» DATA IN THIS EXERCISE
=== Section Start ===

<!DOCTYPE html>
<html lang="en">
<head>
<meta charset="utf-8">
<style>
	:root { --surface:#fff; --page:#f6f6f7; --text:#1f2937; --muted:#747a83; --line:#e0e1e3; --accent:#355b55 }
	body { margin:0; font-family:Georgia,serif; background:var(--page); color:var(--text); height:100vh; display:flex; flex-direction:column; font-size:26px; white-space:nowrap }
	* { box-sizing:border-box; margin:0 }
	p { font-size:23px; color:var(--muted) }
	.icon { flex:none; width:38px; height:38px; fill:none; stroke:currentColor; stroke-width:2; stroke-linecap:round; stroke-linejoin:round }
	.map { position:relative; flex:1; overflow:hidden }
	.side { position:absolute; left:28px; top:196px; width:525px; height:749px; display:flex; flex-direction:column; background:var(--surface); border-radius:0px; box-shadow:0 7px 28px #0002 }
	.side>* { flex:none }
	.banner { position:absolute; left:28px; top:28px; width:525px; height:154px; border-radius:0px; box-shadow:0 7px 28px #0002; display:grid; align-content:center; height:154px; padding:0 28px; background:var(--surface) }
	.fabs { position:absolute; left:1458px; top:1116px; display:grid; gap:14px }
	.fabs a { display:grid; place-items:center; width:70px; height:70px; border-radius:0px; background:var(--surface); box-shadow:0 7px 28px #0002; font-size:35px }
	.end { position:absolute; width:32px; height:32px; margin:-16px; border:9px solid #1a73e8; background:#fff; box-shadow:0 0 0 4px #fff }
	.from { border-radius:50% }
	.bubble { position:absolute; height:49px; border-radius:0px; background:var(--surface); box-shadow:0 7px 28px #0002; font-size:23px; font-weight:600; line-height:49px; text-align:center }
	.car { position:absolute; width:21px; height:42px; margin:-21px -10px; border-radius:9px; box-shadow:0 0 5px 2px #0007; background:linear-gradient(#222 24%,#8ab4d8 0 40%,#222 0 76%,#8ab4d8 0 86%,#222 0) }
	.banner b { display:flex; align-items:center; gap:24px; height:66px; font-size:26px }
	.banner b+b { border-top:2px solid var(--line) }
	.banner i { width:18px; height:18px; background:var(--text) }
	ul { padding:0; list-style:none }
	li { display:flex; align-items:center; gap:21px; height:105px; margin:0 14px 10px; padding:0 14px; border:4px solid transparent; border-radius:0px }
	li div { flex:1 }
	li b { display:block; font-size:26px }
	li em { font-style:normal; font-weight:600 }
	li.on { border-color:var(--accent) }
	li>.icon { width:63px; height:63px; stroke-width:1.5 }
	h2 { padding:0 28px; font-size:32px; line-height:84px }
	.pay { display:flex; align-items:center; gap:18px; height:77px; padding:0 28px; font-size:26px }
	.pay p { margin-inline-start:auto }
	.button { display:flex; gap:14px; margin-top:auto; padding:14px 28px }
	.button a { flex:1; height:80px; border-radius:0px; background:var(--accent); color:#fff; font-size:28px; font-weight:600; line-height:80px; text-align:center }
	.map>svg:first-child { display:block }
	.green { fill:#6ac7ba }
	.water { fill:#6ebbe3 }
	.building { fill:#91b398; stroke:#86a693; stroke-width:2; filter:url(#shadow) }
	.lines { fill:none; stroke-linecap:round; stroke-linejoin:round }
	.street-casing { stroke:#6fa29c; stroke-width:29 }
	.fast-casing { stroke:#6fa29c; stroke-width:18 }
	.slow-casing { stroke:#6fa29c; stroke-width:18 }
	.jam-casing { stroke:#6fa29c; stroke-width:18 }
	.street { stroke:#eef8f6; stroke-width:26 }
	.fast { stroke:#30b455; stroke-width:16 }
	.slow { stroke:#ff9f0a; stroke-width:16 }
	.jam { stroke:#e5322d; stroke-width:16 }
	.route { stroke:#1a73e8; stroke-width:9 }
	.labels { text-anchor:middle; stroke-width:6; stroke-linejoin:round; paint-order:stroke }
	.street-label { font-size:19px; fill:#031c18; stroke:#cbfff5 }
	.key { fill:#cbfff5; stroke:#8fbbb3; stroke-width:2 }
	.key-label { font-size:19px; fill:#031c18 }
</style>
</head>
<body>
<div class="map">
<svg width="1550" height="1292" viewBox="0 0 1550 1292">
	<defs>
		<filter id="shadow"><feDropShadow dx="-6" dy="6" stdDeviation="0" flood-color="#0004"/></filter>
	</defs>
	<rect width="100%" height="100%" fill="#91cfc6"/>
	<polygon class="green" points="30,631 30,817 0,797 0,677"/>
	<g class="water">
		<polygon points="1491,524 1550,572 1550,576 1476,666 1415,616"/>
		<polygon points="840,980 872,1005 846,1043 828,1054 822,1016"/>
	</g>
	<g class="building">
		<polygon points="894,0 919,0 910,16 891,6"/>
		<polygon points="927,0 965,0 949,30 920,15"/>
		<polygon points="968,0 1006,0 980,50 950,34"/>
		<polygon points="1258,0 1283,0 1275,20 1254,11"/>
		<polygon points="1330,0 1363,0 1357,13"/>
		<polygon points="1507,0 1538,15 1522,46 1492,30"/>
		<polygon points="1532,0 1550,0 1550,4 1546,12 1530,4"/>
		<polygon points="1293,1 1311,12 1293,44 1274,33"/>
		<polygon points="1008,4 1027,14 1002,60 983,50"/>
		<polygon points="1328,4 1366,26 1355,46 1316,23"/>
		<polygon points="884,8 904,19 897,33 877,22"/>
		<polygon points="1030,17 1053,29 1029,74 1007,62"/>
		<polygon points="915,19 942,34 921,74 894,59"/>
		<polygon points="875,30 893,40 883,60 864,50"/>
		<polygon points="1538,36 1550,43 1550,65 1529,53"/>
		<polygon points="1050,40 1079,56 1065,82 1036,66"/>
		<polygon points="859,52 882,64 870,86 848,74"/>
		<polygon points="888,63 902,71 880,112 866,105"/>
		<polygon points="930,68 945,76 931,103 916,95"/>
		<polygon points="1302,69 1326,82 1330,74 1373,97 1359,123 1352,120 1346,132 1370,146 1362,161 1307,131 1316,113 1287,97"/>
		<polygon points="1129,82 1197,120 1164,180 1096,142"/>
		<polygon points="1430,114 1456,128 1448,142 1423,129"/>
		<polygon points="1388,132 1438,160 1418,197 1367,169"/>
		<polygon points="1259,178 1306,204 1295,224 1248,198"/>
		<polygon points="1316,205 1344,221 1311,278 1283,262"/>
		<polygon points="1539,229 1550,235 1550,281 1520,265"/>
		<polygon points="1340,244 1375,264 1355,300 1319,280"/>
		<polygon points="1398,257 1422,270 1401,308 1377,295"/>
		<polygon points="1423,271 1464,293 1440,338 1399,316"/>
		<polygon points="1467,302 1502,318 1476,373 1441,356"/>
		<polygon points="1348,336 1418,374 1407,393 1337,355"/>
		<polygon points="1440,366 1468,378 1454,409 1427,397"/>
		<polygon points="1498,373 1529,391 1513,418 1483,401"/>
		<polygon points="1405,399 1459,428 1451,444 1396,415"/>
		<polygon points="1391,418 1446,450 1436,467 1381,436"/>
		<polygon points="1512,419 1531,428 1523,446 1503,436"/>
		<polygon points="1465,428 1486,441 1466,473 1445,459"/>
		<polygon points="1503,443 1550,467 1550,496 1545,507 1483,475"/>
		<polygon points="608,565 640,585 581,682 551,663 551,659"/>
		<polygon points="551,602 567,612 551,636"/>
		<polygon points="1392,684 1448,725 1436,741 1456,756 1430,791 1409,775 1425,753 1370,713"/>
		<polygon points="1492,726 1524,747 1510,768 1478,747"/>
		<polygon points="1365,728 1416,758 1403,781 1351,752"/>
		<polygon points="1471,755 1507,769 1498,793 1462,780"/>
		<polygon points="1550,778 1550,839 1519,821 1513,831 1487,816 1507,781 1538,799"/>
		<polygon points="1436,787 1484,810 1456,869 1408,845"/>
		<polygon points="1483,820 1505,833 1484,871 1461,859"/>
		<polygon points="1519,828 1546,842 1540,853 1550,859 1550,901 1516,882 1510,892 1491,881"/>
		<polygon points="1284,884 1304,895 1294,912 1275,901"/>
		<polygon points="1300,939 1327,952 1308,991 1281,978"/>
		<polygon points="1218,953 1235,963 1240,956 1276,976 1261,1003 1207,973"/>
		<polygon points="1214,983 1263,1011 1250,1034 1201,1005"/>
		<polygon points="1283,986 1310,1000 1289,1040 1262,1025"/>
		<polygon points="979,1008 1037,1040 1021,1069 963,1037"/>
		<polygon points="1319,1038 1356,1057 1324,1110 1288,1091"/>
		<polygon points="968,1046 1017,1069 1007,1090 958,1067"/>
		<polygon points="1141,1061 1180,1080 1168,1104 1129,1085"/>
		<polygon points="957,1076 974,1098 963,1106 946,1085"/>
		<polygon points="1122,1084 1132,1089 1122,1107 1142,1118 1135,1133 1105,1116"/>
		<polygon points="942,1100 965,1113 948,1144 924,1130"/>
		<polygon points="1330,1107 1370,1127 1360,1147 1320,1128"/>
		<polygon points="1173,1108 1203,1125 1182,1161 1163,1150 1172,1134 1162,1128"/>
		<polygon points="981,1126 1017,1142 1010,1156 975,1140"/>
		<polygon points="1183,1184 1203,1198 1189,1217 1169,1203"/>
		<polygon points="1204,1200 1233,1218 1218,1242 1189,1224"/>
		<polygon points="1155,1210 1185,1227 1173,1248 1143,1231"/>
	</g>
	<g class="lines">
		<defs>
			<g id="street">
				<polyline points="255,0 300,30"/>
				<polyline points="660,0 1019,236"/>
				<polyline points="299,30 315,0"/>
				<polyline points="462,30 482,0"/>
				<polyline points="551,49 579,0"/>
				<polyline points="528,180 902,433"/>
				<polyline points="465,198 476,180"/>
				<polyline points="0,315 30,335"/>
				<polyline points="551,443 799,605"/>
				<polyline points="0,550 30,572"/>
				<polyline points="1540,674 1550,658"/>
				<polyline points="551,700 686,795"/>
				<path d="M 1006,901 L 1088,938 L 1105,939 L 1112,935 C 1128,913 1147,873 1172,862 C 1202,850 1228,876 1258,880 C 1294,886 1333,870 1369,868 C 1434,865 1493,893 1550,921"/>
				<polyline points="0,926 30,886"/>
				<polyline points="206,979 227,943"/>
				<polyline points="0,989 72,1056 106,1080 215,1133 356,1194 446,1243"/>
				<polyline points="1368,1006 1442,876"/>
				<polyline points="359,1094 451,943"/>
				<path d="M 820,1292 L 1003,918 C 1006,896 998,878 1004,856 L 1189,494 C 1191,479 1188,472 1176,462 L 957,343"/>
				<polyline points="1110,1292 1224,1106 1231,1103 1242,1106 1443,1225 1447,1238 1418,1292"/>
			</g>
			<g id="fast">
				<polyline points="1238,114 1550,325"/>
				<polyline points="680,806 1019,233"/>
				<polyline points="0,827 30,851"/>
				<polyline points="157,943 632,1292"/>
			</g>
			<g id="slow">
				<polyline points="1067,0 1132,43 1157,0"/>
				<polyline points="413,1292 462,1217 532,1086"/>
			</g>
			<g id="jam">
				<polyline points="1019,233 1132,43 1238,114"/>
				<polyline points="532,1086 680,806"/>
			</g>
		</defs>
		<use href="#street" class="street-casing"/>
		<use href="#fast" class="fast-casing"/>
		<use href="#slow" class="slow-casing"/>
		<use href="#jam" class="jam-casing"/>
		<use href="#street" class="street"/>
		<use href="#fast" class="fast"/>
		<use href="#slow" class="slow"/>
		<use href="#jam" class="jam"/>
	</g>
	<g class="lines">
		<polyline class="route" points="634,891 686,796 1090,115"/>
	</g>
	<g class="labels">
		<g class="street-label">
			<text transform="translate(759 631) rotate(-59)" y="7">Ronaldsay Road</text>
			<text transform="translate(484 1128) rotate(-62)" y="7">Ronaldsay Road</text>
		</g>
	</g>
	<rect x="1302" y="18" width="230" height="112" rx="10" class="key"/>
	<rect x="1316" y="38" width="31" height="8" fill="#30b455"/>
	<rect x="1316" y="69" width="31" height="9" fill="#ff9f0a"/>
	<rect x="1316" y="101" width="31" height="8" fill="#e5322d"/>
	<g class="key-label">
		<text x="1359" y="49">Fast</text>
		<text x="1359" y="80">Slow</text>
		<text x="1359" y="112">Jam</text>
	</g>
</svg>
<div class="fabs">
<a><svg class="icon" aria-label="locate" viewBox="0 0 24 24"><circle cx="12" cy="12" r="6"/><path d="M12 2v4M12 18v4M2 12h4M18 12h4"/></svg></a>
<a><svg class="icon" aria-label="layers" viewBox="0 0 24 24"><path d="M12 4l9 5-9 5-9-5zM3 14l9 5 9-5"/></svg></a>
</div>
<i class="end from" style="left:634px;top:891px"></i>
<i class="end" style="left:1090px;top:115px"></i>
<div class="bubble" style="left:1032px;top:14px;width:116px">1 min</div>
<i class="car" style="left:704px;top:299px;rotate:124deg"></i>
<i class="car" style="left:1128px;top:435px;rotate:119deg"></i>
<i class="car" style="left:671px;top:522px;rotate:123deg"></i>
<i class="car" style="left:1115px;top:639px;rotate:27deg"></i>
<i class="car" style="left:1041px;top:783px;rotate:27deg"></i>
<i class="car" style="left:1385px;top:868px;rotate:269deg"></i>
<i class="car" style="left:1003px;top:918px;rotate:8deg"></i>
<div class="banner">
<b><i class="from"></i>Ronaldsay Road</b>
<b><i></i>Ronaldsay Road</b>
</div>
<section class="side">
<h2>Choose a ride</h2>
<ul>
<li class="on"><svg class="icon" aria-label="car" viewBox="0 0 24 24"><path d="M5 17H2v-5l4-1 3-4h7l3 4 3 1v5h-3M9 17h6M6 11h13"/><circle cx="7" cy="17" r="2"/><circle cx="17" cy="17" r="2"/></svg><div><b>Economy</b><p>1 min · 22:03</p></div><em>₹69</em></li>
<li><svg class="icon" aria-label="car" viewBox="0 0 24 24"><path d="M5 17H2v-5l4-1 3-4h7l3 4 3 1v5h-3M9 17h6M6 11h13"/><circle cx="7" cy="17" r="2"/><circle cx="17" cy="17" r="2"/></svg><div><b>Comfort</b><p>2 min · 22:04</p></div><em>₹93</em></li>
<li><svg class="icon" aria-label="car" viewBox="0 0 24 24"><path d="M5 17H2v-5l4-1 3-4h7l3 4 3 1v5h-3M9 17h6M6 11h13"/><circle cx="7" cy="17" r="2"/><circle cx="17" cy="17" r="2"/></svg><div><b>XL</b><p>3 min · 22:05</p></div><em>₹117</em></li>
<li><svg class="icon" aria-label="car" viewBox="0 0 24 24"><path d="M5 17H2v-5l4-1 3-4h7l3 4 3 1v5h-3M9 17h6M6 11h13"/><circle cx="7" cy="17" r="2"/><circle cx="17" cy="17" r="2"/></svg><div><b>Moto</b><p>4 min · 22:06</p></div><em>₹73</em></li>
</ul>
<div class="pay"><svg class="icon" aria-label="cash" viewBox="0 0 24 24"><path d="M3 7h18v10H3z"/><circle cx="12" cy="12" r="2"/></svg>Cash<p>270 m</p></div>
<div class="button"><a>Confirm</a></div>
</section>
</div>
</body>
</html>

=== Section End ===

An answer consisting of the number alone is required: how many lines in the entries hold the string "fabs"?

» RESPONSE BELOW
3